• Supplied records
- - - -
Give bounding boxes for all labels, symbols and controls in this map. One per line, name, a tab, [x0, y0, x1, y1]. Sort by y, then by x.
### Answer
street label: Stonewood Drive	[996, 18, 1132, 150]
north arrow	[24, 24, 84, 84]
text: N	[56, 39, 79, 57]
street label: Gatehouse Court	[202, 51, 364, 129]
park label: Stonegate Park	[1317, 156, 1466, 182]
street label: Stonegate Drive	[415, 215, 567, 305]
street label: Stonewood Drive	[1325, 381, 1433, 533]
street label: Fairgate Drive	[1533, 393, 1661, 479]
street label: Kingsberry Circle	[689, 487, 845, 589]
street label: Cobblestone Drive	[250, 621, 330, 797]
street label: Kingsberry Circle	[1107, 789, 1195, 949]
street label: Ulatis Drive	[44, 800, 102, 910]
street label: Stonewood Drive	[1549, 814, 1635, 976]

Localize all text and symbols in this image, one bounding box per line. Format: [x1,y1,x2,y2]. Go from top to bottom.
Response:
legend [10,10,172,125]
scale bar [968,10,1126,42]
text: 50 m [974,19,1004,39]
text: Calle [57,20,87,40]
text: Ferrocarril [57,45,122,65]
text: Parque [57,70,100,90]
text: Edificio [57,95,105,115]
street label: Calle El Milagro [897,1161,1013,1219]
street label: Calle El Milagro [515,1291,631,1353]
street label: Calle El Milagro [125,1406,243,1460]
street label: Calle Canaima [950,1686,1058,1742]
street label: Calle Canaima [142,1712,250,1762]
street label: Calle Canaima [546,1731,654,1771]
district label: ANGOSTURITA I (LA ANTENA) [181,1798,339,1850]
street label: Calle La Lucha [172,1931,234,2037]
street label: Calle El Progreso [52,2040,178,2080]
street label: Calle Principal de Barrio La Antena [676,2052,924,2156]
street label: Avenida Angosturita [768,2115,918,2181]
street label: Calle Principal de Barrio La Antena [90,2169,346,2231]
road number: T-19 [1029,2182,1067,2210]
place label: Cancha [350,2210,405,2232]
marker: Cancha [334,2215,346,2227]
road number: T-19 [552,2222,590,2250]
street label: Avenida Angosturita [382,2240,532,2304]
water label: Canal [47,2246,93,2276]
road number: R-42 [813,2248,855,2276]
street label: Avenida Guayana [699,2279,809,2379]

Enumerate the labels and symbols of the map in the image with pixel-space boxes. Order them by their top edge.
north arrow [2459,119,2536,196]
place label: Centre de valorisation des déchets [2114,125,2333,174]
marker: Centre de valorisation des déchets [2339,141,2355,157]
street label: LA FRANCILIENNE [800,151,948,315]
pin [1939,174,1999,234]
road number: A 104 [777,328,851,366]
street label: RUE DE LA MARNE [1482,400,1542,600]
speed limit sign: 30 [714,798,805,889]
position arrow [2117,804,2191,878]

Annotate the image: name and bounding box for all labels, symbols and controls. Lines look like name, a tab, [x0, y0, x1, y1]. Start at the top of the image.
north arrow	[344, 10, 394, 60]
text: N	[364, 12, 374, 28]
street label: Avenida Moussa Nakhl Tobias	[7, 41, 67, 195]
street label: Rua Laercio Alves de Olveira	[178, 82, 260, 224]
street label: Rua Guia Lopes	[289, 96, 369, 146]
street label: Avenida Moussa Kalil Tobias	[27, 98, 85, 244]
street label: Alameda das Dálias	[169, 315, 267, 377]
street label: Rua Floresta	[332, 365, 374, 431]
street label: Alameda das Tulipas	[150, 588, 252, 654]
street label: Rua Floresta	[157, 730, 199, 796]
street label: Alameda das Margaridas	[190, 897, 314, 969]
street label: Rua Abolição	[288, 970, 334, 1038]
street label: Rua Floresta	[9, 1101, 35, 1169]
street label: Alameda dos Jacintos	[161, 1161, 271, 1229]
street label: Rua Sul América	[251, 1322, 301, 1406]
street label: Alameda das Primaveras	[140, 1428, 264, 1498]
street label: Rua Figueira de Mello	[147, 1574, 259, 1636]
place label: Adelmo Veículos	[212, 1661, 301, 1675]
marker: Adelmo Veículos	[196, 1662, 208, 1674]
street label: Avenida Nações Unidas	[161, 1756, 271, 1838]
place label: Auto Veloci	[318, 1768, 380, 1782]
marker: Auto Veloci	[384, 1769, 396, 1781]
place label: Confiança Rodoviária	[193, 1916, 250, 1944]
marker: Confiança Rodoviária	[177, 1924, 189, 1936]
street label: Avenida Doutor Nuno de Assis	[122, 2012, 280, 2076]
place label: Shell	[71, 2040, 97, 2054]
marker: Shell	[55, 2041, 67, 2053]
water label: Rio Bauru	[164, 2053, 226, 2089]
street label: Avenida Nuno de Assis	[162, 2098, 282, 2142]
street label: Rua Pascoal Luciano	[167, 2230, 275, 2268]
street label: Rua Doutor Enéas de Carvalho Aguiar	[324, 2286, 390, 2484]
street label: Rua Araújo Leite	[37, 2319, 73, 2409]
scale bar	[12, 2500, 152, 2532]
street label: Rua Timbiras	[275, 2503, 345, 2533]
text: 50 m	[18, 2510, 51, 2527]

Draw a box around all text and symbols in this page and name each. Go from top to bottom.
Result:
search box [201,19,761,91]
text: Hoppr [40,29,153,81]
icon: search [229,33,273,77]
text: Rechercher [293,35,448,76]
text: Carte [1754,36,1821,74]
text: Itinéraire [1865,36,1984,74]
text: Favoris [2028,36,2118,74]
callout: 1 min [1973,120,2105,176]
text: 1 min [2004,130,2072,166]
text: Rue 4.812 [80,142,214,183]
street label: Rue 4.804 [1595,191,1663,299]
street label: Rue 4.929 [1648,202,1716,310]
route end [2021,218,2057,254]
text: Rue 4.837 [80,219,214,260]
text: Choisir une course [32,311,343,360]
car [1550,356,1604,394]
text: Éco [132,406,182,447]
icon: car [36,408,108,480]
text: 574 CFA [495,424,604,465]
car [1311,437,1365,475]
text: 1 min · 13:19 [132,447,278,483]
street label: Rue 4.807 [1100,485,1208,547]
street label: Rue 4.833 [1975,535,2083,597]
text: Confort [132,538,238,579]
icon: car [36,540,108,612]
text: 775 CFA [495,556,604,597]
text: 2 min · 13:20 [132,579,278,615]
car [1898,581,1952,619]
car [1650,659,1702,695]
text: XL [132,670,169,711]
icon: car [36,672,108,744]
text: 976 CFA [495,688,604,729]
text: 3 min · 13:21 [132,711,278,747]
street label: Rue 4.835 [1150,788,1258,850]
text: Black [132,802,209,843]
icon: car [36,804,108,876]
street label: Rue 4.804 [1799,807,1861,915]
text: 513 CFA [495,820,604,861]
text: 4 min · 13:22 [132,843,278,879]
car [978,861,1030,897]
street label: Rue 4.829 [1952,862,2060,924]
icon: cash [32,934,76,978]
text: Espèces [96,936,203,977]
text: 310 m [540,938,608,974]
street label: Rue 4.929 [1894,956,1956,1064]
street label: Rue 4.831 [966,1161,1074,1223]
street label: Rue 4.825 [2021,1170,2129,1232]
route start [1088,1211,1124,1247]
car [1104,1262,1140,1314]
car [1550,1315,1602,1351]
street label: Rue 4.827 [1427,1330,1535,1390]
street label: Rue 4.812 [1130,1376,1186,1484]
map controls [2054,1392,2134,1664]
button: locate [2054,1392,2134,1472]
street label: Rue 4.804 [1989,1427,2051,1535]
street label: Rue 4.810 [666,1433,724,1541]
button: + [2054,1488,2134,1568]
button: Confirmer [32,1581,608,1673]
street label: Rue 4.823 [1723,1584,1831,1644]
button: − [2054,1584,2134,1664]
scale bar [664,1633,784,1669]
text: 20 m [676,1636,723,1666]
- - - -
Write an exact transcription of every entry above.

Give bounding boxes for all labels, symbols and controls in this map. One per line, name, a tab, [x0, y0, x1, y1]. Sort by y, then by x.
### Answer
street label: Stonewood Drive	[996, 18, 1132, 150]
north arrow	[24, 24, 84, 84]
text: N	[56, 39, 79, 57]
street label: Gatehouse Court	[202, 51, 364, 129]
park label: Stonegate Park	[1317, 156, 1466, 182]
street label: Stonegate Drive	[415, 215, 567, 305]
street label: Stonewood Drive	[1325, 381, 1433, 533]
street label: Fairgate Drive	[1533, 393, 1661, 479]
street label: Kingsberry Circle	[689, 487, 845, 589]
street label: Cobblestone Drive	[250, 621, 330, 797]
street label: Kingsberry Circle	[1107, 789, 1195, 949]
street label: Ulatis Drive	[44, 800, 102, 910]
street label: Stonewood Drive	[1549, 814, 1635, 976]

Localize all text and symbols in this image, one bounding box per line. Format: [x1,y1,x2,y2]. Go from top to bottom.
Response:
legend [10,10,172,125]
scale bar [968,10,1126,42]
text: 50 m [974,19,1004,39]
text: Calle [57,20,87,40]
text: Ferrocarril [57,45,122,65]
text: Parque [57,70,100,90]
text: Edificio [57,95,105,115]
street label: Calle El Milagro [897,1161,1013,1219]
street label: Calle El Milagro [515,1291,631,1353]
street label: Calle El Milagro [125,1406,243,1460]
street label: Calle Canaima [950,1686,1058,1742]
street label: Calle Canaima [142,1712,250,1762]
street label: Calle Canaima [546,1731,654,1771]
district label: ANGOSTURITA I (LA ANTENA) [181,1798,339,1850]
street label: Calle La Lucha [172,1931,234,2037]
street label: Calle El Progreso [52,2040,178,2080]
street label: Calle Principal de Barrio La Antena [676,2052,924,2156]
street label: Avenida Angosturita [768,2115,918,2181]
street label: Calle Principal de Barrio La Antena [90,2169,346,2231]
road number: T-19 [1029,2182,1067,2210]
place label: Cancha [350,2210,405,2232]
marker: Cancha [334,2215,346,2227]
road number: T-19 [552,2222,590,2250]
street label: Avenida Angosturita [382,2240,532,2304]
water label: Canal [47,2246,93,2276]
road number: R-42 [813,2248,855,2276]
street label: Avenida Guayana [699,2279,809,2379]

Enumerate the labels and symbols of the map in the image with pixel-space boxes. Order them by their top edge.
north arrow [2459,119,2536,196]
place label: Centre de valorisation des déchets [2114,125,2333,174]
marker: Centre de valorisation des déchets [2339,141,2355,157]
street label: LA FRANCILIENNE [800,151,948,315]
pin [1939,174,1999,234]
road number: A 104 [777,328,851,366]
street label: RUE DE LA MARNE [1482,400,1542,600]
speed limit sign: 30 [714,798,805,889]
position arrow [2117,804,2191,878]

Annotate the image: name and bounding box for all labels, symbols and controls. Lines look like name, a tab, [x0, y0, x1, y1]. Start at the top of the image.
north arrow	[344, 10, 394, 60]
text: N	[364, 12, 374, 28]
street label: Avenida Moussa Nakhl Tobias	[7, 41, 67, 195]
street label: Rua Laercio Alves de Olveira	[178, 82, 260, 224]
street label: Rua Guia Lopes	[289, 96, 369, 146]
street label: Avenida Moussa Kalil Tobias	[27, 98, 85, 244]
street label: Alameda das Dálias	[169, 315, 267, 377]
street label: Rua Floresta	[332, 365, 374, 431]
street label: Alameda das Tulipas	[150, 588, 252, 654]
street label: Rua Floresta	[157, 730, 199, 796]
street label: Alameda das Margaridas	[190, 897, 314, 969]
street label: Rua Abolição	[288, 970, 334, 1038]
street label: Rua Floresta	[9, 1101, 35, 1169]
street label: Alameda dos Jacintos	[161, 1161, 271, 1229]
street label: Rua Sul América	[251, 1322, 301, 1406]
street label: Alameda das Primaveras	[140, 1428, 264, 1498]
street label: Rua Figueira de Mello	[147, 1574, 259, 1636]
place label: Adelmo Veículos	[212, 1661, 301, 1675]
marker: Adelmo Veículos	[196, 1662, 208, 1674]
street label: Avenida Nações Unidas	[161, 1756, 271, 1838]
place label: Auto Veloci	[318, 1768, 380, 1782]
marker: Auto Veloci	[384, 1769, 396, 1781]
place label: Confiança Rodoviária	[193, 1916, 250, 1944]
marker: Confiança Rodoviária	[177, 1924, 189, 1936]
street label: Avenida Doutor Nuno de Assis	[122, 2012, 280, 2076]
place label: Shell	[71, 2040, 97, 2054]
marker: Shell	[55, 2041, 67, 2053]
water label: Rio Bauru	[164, 2053, 226, 2089]
street label: Avenida Nuno de Assis	[162, 2098, 282, 2142]
street label: Rua Pascoal Luciano	[167, 2230, 275, 2268]
street label: Rua Doutor Enéas de Carvalho Aguiar	[324, 2286, 390, 2484]
street label: Rua Araújo Leite	[37, 2319, 73, 2409]
scale bar	[12, 2500, 152, 2532]
street label: Rua Timbiras	[275, 2503, 345, 2533]
text: 50 m	[18, 2510, 51, 2527]

Draw a box around all text and symbols in this page and name each. Go from top to bottom.
Result:
search box [201,19,761,91]
text: Hoppr [40,29,153,81]
icon: search [229,33,273,77]
text: Rechercher [293,35,448,76]
text: Carte [1754,36,1821,74]
text: Itinéraire [1865,36,1984,74]
text: Favoris [2028,36,2118,74]
callout: 1 min [1973,120,2105,176]
text: 1 min [2004,130,2072,166]
text: Rue 4.812 [80,142,214,183]
street label: Rue 4.804 [1595,191,1663,299]
street label: Rue 4.929 [1648,202,1716,310]
route end [2021,218,2057,254]
text: Rue 4.837 [80,219,214,260]
text: Choisir une course [32,311,343,360]
car [1550,356,1604,394]
text: Éco [132,406,182,447]
icon: car [36,408,108,480]
text: 574 CFA [495,424,604,465]
car [1311,437,1365,475]
text: 1 min · 13:19 [132,447,278,483]
street label: Rue 4.807 [1100,485,1208,547]
street label: Rue 4.833 [1975,535,2083,597]
text: Confort [132,538,238,579]
icon: car [36,540,108,612]
text: 775 CFA [495,556,604,597]
text: 2 min · 13:20 [132,579,278,615]
car [1898,581,1952,619]
car [1650,659,1702,695]
text: XL [132,670,169,711]
icon: car [36,672,108,744]
text: 976 CFA [495,688,604,729]
text: 3 min · 13:21 [132,711,278,747]
street label: Rue 4.835 [1150,788,1258,850]
text: Black [132,802,209,843]
icon: car [36,804,108,876]
street label: Rue 4.804 [1799,807,1861,915]
text: 513 CFA [495,820,604,861]
text: 4 min · 13:22 [132,843,278,879]
car [978,861,1030,897]
street label: Rue 4.829 [1952,862,2060,924]
icon: cash [32,934,76,978]
text: Espèces [96,936,203,977]
text: 310 m [540,938,608,974]
street label: Rue 4.929 [1894,956,1956,1064]
street label: Rue 4.831 [966,1161,1074,1223]
street label: Rue 4.825 [2021,1170,2129,1232]
route start [1088,1211,1124,1247]
car [1104,1262,1140,1314]
car [1550,1315,1602,1351]
street label: Rue 4.827 [1427,1330,1535,1390]
street label: Rue 4.812 [1130,1376,1186,1484]
map controls [2054,1392,2134,1664]
button: locate [2054,1392,2134,1472]
street label: Rue 4.804 [1989,1427,2051,1535]
street label: Rue 4.810 [666,1433,724,1541]
button: + [2054,1488,2134,1568]
button: Confirmer [32,1581,608,1673]
street label: Rue 4.823 [1723,1584,1831,1644]
button: − [2054,1584,2134,1664]
scale bar [664,1633,784,1669]
text: 20 m [676,1636,723,1666]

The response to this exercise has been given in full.